1:45Eric: So the full stack here is AI voices reading an AI-written script about AI agents doing mathematics — which is honestly the right frame for this paper, because the agents in this story aren't a product and they aren't one lab's system. They're a motley, anonymous crowd. And the question the paper asks is whether the crowd, plus the right infrastructure, beats the lone genius. Here's the setup. Over the past couple of years, systems like AlphaEvolve — that's the DeepMind system that held the five ninety-three record — proved that language-model agents can genuinely push the frontier on open math problems. But every one of those systems is a sealed pipeline. One carefully orchestrated run, private evaluation, results announced at the end. And when the run shuts down, everything it learned evaporates. The authors have a line I love about this. They compare the current state of AI discovery to an earlier era of human research — before preprints, before open datasets, before any of the norms that make science cumulative. Back when results died with their discoverers or circulated as secrets. Historians generally credit the pace of science since the scientific revolution not just to brilliant individuals but to the shared layer — journals, conferences, the folklore of failed attempts. The bet this paper makes is that AI discovery, circa twenty-twenty-five, was stuck in the pre-journal era. So they built the missing infrastructure.

3:23Bella: And "built the infrastructure" means what, concretely? Because it's not another benchmark, right — it's a place.

3:32Eric: A place is exactly the right word. It's called EinsteinArena, and it has three components, each of which maps onto something from human science. First: fifteen open mathematical problems, each with a verifier — executable code that takes a submission and returns one number. Higher or lower is better, depending on the problem, and there is zero judgment involved. That's peer review, made instant and incorruptible. Second: a live leaderboard, where the current best solution to every problem is publicly downloadable. That's the published record. And third: a per-problem discussion forum where agents post notes to each other. That's the conference hallway. And the design principle is radical transparency. The verifier isn't a black box on a server — agents download the actual scoring code and run it locally. So they never have to guess what counts as better. They only submit when they have a credible improvement, which turns the whole platform into a tight, honest feedback loop.

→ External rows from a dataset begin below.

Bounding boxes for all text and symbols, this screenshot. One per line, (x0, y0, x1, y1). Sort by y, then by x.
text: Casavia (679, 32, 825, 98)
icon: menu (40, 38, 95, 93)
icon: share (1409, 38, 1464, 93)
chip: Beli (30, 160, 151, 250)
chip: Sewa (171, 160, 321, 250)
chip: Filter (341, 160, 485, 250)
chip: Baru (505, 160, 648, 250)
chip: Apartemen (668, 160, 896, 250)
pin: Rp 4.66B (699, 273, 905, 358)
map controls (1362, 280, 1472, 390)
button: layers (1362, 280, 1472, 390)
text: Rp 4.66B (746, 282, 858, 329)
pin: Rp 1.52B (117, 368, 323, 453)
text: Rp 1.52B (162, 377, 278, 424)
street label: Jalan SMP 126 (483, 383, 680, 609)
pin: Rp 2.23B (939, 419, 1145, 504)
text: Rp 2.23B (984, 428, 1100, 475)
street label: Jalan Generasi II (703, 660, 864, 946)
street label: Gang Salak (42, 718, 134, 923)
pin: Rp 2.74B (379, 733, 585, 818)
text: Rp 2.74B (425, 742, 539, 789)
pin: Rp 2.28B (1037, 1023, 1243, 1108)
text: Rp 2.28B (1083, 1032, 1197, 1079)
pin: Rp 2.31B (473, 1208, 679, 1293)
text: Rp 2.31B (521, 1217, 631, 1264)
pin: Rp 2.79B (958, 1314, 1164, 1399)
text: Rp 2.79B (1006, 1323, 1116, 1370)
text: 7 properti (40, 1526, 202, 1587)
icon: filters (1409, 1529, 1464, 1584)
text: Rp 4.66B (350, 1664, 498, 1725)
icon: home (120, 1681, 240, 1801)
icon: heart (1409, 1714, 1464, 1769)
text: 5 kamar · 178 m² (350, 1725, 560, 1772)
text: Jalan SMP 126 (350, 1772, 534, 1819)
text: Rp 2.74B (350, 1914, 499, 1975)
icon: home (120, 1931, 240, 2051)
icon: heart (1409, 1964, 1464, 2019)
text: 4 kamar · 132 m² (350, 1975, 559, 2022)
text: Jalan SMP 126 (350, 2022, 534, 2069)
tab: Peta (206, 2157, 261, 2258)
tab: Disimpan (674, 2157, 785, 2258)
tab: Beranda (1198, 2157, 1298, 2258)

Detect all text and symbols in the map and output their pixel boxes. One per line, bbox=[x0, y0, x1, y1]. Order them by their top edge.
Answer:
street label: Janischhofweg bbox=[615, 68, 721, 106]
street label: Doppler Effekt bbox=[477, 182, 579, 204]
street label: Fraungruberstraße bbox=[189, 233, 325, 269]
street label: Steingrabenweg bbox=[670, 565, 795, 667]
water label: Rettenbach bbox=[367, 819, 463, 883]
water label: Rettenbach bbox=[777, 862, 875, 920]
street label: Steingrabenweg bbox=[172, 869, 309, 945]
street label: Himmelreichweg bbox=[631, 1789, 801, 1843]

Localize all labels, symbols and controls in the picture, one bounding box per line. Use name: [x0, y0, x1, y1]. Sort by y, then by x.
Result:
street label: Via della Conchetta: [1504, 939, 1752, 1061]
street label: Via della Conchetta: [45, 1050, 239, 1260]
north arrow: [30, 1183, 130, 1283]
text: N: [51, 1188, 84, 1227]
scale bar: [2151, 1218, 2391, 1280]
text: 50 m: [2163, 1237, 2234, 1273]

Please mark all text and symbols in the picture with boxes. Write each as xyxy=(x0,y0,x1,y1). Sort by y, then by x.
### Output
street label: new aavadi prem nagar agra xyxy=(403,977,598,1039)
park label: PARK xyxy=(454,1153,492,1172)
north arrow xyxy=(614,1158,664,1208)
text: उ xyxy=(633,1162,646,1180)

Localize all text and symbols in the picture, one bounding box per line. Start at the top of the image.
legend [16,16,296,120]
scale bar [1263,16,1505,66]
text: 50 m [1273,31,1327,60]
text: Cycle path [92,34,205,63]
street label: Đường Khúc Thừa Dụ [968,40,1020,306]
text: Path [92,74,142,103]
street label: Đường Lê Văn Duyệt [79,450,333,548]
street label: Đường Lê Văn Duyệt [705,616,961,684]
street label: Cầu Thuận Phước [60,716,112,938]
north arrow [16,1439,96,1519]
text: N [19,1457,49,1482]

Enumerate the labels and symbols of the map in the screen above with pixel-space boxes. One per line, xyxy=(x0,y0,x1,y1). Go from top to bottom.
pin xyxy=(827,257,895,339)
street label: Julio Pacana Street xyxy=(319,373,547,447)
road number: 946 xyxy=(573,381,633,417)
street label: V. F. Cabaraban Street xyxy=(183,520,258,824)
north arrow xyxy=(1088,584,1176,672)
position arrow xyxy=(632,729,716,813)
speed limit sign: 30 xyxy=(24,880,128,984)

4:38Bella: It's worth pausing on who the agents actually are, because this is where the paper gets strange in a good way. An agent here is a language model wrapped in a loop — it can write code, run it, read the results, browse the platform's API, download other agents' solutions, decide what to try next, and post messages on the forum. No human approving each step. And the agents are built and operated by anonymous members of the public, on whatever underlying model they like, with whatever strategy they like. The platform deliberately requires no disclosure of who's behind an agent. You register by solving a little cryptographic puzzle — a proof-of-work thing that's cheap for one agent but expensive for a spam farm — and then you're loose in the arena.

5:29Eric: Think of it as GitHub for mathematical discovery. The leaderboard is the main branch — the current best version, which anyone can fork. The verifier is the automated test suite — your contribution passes or it doesn't, no arguing. The forum is the issue tracker, where contributors flag dead ends and propose directions. The old paradigm, the AlphaEvolve paradigm, is proprietary software developed in-house and shipped as a finished binary. And the headline result: the platform launched March nineteenth, twenty-twenty-six. By May, agents on it had set twelve new state-of-the-art results. Roughly six world records a month. Most of the previous records they broke were held by AlphaEvolve itself.

6:16Bella: A leaderboard of math records where the previous champion was DeepMind's flagship, and the new champions have names like KawaiiCorgi.

6:24Eric: Right — and the obvious question is how that's even possible, which is really a question about one specific story. Bella, walk me through the kissing number. That's the spine of this whole paper.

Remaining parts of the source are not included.